Les dernières versions d'Opus sont de plus en plus autonomes. L'IA prend l'initiative tout seul de builder, de regarder le contenu produit, de lire le code des dépendances pour comprendre les appels, trouver des bugs, lancer des tests dans le navigateur. C'est limite flippant et plus rigoureux que 99% des humains. Soyons honnête, je suis de moins en moins utile sur les phases d'implémentation, mais je ne veux pas perdre le contrôle du code produit. Je suis partagé entre la satisfaction d'avoir une usine logicielle de plus en plus efficace et le risque de perdre la connaissance. Je dois trouver un moyen pour contrôler a posteriori les designs, de m'approprier le résultat.

Le problème du rabbit hole

J'ai ajouté récemment une rule boyscout.md

markdown
Laisser le code toujours un peu meilleur qu'il n'était avant. Si tu vois des erreurs flagrantes, signale moi des améliorations. Si tu constates des écarts avec la doc ou des infos présentes dans tes skills, ou dans ce fichier, idem, signale les.

Mais je me retrouve à faire des sessions sans fin. Je pense que je n’ai jamais bossé sur une base de code qui se maintient autant à jour. J’ai rarement autant amélioré le produit à ce niveau de détail. Mais ça vient avec un coût, la surcharge cognitive.

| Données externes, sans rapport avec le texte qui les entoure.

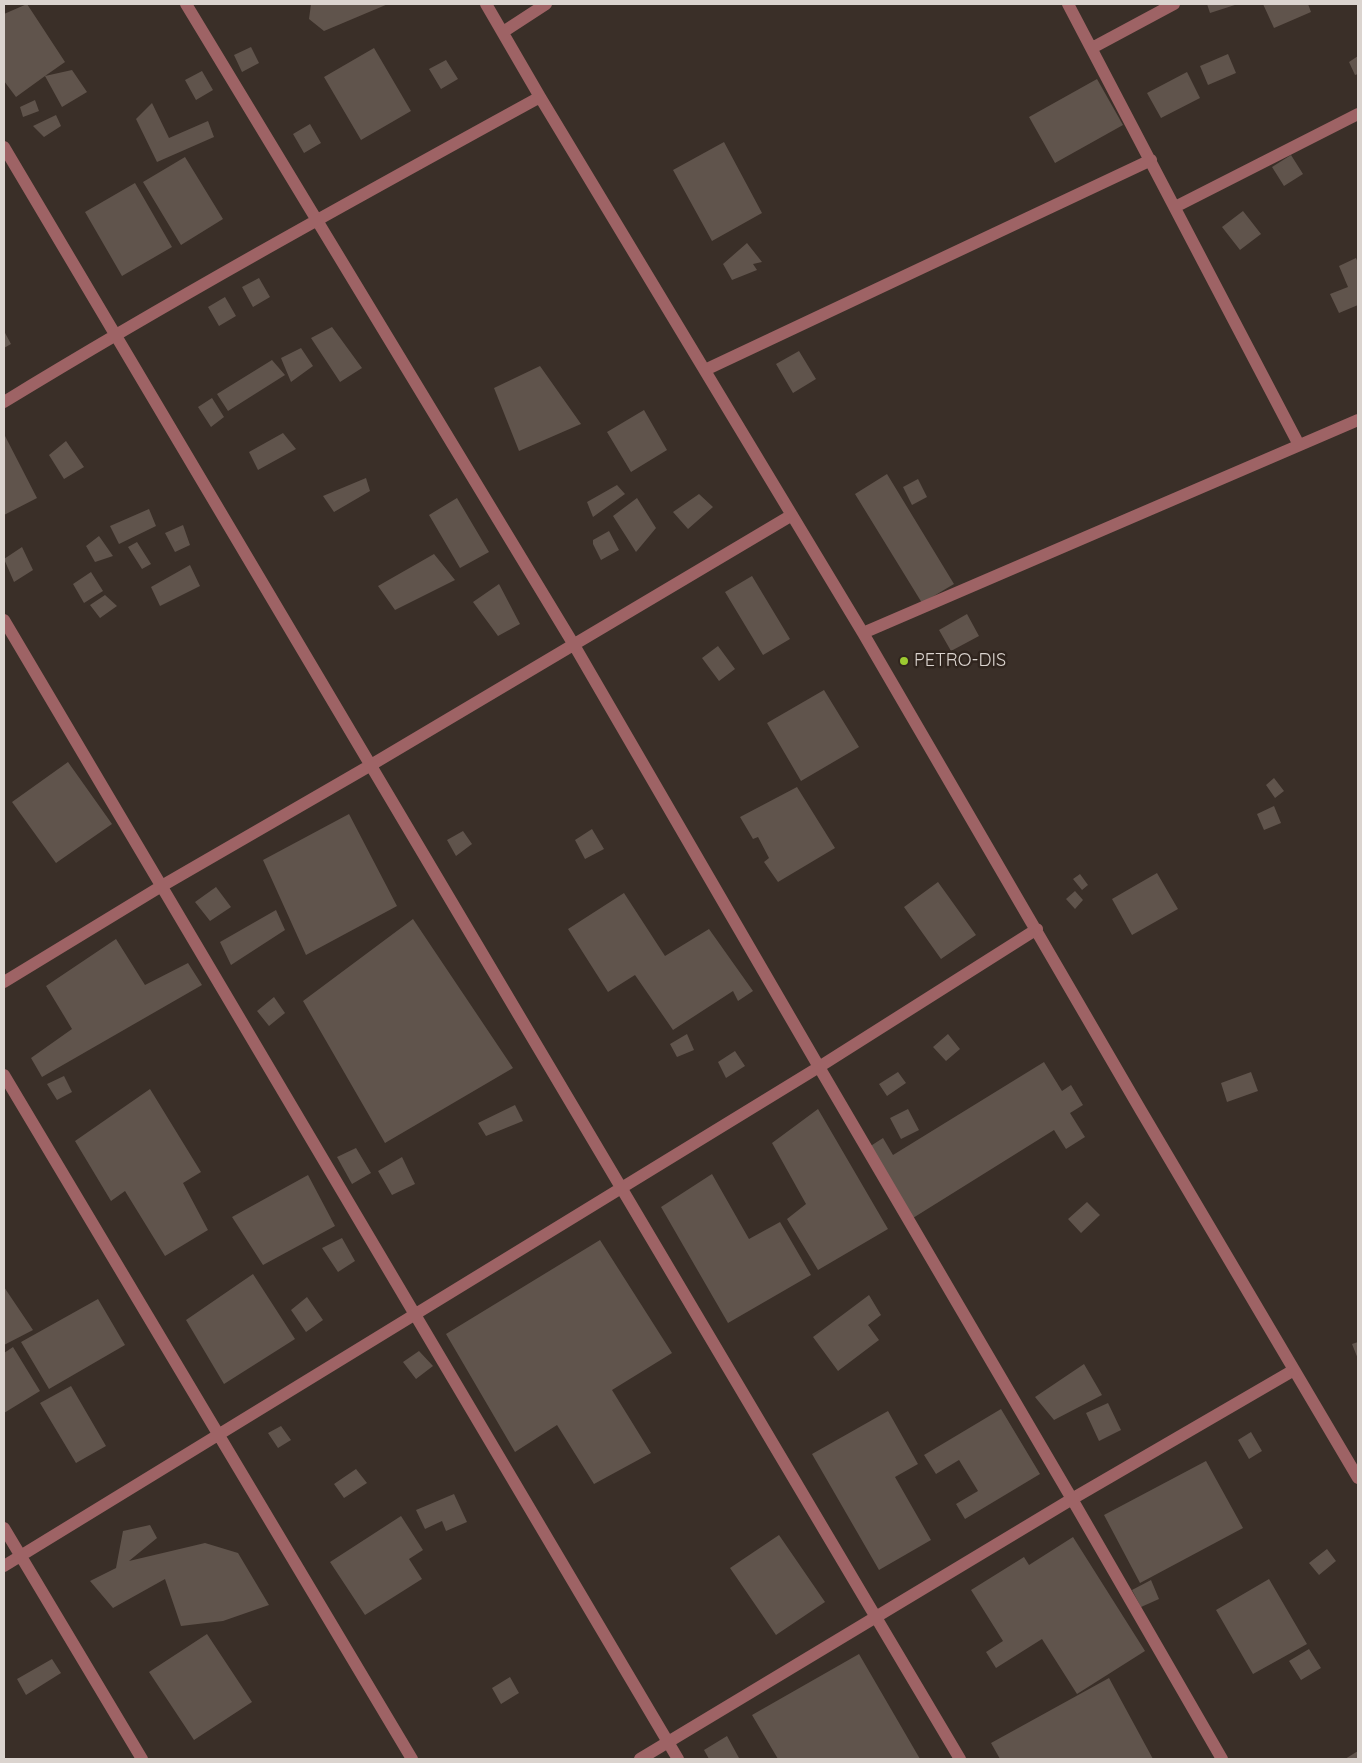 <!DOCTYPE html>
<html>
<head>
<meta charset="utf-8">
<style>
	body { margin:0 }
	#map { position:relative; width:1362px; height:1763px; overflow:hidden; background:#3a2f28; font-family:Quicksand,sans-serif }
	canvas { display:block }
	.frame { position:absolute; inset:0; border:5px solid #dbd4cf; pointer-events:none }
</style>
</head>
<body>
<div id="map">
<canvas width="1362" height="1763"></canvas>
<div class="frame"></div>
</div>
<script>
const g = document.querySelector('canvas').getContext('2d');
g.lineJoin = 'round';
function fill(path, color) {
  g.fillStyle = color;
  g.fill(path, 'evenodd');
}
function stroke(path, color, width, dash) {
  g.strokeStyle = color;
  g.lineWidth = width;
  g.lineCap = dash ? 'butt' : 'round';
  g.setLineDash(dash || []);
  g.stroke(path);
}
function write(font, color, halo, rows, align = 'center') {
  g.font = font + ' Quicksand,sans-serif';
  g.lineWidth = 5;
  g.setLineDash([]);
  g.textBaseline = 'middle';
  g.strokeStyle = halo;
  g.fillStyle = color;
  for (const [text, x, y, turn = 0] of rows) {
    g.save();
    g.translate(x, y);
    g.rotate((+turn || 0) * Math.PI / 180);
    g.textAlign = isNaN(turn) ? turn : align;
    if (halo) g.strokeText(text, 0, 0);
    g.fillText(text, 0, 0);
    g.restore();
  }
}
fill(new Path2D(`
	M27,4L65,62L45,76L72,70L87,92L62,107L45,76L16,97L4,81V14Z
	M311,4H388L324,31L309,19Z
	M1207,4H1238L1210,13Z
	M1263,4H1308L1311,12L1274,28Z
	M251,47L259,63L242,72L234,55Z
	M374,48L411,111L361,140L324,77Z
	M1228,54L1236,73L1208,85L1200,66Z
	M1358,56V74L1355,75L1349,62Z
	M446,60L458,79L441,89L429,69Z
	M202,71L213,90L196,100L185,80Z
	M1187,72L1200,98L1161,118L1147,93Z
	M1097,79L1123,125L1055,163L1029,117Z
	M35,100L39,111L23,117L20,107Z
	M152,103L169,138L208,121L214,137L157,162L136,119Z
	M56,115L61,126L44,137L33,126Z
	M310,124L321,143L304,153L293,134Z
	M724,142L762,213L712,241L673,170Z
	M1291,155L1303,174L1284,186L1272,167Z
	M185,157L223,219L181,245L143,182Z
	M135,183L172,247L122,276L85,212Z
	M1243,211L1261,234L1240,250L1222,227Z
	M747,243L762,262L753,264L757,270L732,280L723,264Z
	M1356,258L1358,263V305L1339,313L1330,294L1348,287L1339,266Z
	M259,278L270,297L253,307L242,287Z
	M225,297L236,316L219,326L208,307Z
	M332,327L362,368L340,382L311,338Z
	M4,331L11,344L4,348Z
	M301,348L313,366L291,382L281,358Z
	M799,351L816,379L793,393L776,364Z
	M272,360L285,375L228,411L217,394Z
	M540,366L581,424L519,451L494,388Z
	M212,398L224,417L211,427L198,407Z
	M644,410L667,450L631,472L607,432Z
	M283,433L296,449L258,470L249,452Z
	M4,434L37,498L4,515Z
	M66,441L84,467L64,479L49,455Z
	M887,474L954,584L922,603L855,494Z
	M366,478L370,491L334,512L323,496Z
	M918,479L927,497L912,505L903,487Z
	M617,485L625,494L593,517L587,502Z
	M699,494L713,507L688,529L673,512Z
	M457,498L489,552L460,568L429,515Z
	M637,498L656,528L636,552L613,516Z
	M149,509L156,526L119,544L110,526Z
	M183,525L190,545L175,552L165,533Z
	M609,531L619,550L601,560L593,544V540Z
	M99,536L113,556L95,562L86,546Z
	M137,542L151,564L142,569L128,547Z
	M22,547L33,570L14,582L4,559Z
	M434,554L455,580L395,610L378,586Z
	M190,565L200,586L160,606L151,587Z
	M91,572L103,591L84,603L73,584Z
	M752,576L790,639L763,655L725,592Z
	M499,584L520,624L498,636L473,602Z
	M105,595L117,606L100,618L90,605Z
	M967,614L979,636L951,651L939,630Z
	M718,646L735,669L719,681L702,658Z
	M824,690L859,747L801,781L767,723Z
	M68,762L112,824L56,863L12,802Z
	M1274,778L1284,791L1275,798L1266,785Z
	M797,787L835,848L778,882L764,862L769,858L758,837L753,839L740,817Z
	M1274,806L1281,823L1264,830L1257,814Z
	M349,814L397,906L306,955L263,860Z
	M592,829L604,849L585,859L575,840Z
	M463,831L472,844L456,856L447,840Z
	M1157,873L1178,909L1132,935L1112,899Z
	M1080,874L1088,885L1082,890L1073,879Z
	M938,882L976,935L941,959L904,907Z
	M216,887L231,907L210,921L195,902Z
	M1075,891L1083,900L1075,909L1066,899Z
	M624,893L665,956L709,929L753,991L738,1001L733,991L673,1030L635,975L608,992L568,929Z
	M276,910L285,930L231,965L220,942Z
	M413,919L513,1068L385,1143L303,1001Z
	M116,939L145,985L188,963L202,985L42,1077L31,1058L72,1029L46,986Z
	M274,997L285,1013L269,1026L257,1011Z
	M687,1034L694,1050L677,1057L670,1044Z
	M948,1034L960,1049L946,1061L933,1047Z
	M735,1051L745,1066L726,1078L718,1062Z
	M1044,1062L1062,1091L1071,1085L1083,1105L1070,1113L1085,1137L1066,1149L1054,1130L913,1218L869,1147L883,1138L893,1155Z
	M898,1072L906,1083L887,1096L879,1084Z
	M1251,1072L1258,1091L1227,1102L1221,1083Z
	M64,1076L72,1092L57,1100L47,1084Z
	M150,1089L201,1172L183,1183L208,1230L165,1256L125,1191L111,1201L75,1141Z
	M515,1105L523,1121L486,1136L478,1123Z
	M818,1109L888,1229L818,1270L787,1219L806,1204L772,1143Z
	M908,1109L919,1130L901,1139L890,1118Z
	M356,1148L371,1173L352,1184L337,1157Z
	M402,1157L415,1184L392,1195L378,1171Z
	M712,1174L749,1239L780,1222L811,1275L728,1323L661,1207Z
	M308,1175L335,1226L263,1265L232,1217Z
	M1087,1202L1100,1215L1081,1233L1068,1219Z
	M342,1238L355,1261L338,1272L322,1248Z
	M600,1240L672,1353L612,1390L651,1453L594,1484L557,1425L515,1452L446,1334Z
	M253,1274L295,1339L224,1384L186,1320Z
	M4,1287L33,1330L4,1345Z
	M869,1295L881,1315L868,1325L879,1340L838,1371L813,1337Z
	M307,1297L323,1320L306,1332L291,1310Z
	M98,1299L125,1345L49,1389L21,1342Z
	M1358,1342V1359L1352,1344Z
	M13,1347L40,1391L4,1413V1353Z
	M419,1351L433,1366L416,1379L403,1362Z
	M1084,1364L1102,1395L1054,1420L1035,1397Z
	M71,1386L106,1446L76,1463L40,1403Z
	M1108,1403L1121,1430L1099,1441L1086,1413Z
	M1001,1409L1040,1474L965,1519L956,1504L978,1491L959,1460L936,1474L924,1455Z
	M888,1411L918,1464L895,1477L931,1540L879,1570L812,1454Z
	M281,1426L291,1440L278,1448L268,1433Z
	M1251,1432L1262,1451L1249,1459L1238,1440Z
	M1206,1461L1243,1528L1140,1583L1104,1515Z
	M356,1469L367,1483L344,1498L334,1484Z
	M454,1494L467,1522L446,1531L442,1521L425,1529L416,1510Z
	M401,1516L423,1550L409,1559L422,1579L365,1615L330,1562Z
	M150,1525L157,1538L129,1561L205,1543L238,1553L269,1605L223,1621L181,1626L165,1579L113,1608L90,1581L116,1568L123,1531Z
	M779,1535L825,1602L776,1635L730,1568Z
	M1073,1537L1145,1651L1077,1694L1042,1639L996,1668L986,1652L1003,1641L971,1590L1024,1557L1029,1565Z
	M1327,1549L1336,1561L1319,1575L1309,1563Z
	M1269,1579L1307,1644L1253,1674L1216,1610Z
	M1151,1580L1159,1599L1141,1607L1132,1590Z
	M207,1634L252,1702L194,1740L149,1672Z
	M1309,1649L1321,1668L1301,1680L1289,1661Z
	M859,1654L920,1759H778L752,1715Z
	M52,1659L61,1673L26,1695L17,1679Z
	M510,1677L519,1693L501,1704L492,1688Z
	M1109,1678L1153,1759H1000L991,1743Z
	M727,1736L739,1758L709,1759L704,1750Z
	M1358,1751V1759H1345Z`), '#60544c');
stroke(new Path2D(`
	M186,4L574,645L819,1067L1072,1499L1222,1759
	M486,4L540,97L863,633L1140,1109L1358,1478
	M1068,4L1299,445
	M503,32L546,4
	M1092,48L1174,4
	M4,147L960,1759
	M1175,207L1358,114
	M705,370L1151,160
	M4,402C179,295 360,196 540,97
	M4,620L678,1759
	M863,633L1358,420
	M4,982L160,887L371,765L792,515
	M4,1075L412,1759
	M4,1528L142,1759
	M4,1566L819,1067L1037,929
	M640,1759L1072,1499L1294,1370`), '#9e6365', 12);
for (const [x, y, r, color] of [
	[904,661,5,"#9cca31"]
]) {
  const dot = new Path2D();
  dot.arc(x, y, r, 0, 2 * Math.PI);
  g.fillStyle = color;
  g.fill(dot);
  stroke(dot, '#30251e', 2);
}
write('18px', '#dbd4cf', '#30251e', [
	["PETRO-DIS",914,661]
], 'left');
</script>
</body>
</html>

Je pense que j'aurais besoin plutot de noter automatiquement ces éléments là et de les catégoriser dans une TODO list en ligne (trello, todoist etc...). Je pense que le workflow pour la maintenance devrait se déplacer ailleurs, et être partiellement automatisé.

Le manque de standardisation

Je copie colle encore mes skills/rules etc… d’un projet à l’autre. Et parfois c’est dépendant à mon poste en fonction d’un skill installé en local.

Je dois trouver un moyen de packager mes skills pour les déployer là où c’est pertinent et pour centraliser la maintenance.

Le reste

Dans les autres points d'amélioration en suspens :

  • ma dépendance à Claude. Je souhaite tester des modèles open weight mais je n'ai pas le matériel pour ça. Risque modéré selon moi, tout l'écosystème bouge vers le haut
  • l'IDE devient obsolète par rapport à ce nouveau workflow. J'utilise encore intellij mais je ne le trouve plus adapté à notre époque. Je n'ai pas encore vu une alternative intéressante.